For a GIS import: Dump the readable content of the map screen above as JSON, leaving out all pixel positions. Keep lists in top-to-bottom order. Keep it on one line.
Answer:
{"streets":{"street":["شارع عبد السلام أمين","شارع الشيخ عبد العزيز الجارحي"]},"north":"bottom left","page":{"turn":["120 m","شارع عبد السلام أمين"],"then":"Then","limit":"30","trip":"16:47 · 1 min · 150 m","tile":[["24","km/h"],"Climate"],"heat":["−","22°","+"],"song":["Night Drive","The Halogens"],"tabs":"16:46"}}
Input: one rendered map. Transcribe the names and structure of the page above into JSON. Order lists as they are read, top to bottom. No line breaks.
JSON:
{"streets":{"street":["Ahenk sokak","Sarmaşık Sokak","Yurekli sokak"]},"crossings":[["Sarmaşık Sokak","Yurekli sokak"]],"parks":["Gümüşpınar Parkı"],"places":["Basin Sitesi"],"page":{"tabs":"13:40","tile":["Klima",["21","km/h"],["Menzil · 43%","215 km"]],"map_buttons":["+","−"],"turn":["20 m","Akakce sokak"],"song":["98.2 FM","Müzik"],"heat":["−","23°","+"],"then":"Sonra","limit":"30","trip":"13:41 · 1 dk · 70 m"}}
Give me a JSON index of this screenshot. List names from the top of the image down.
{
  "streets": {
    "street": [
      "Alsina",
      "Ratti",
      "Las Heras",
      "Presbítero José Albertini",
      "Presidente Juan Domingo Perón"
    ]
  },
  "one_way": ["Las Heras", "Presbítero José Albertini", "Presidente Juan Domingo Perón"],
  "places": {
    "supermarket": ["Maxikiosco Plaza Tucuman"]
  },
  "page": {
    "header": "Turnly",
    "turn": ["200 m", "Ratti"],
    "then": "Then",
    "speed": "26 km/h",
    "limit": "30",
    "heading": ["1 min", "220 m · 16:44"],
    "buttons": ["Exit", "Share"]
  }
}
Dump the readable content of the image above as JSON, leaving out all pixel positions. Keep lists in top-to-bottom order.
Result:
##############################
**About this task**
Check the listing for the word "positions". Show each line that has it.

**Your response**
For a GIS import: Dump the readable content of the map screen above as JSON, leaving out all pixel positions. Keep lists in top-to-bottom order. Keep it on one line.
Dump the readable content of the image above as JSON, leaving out all pixel positions. Keep lists in top-to-bottom order.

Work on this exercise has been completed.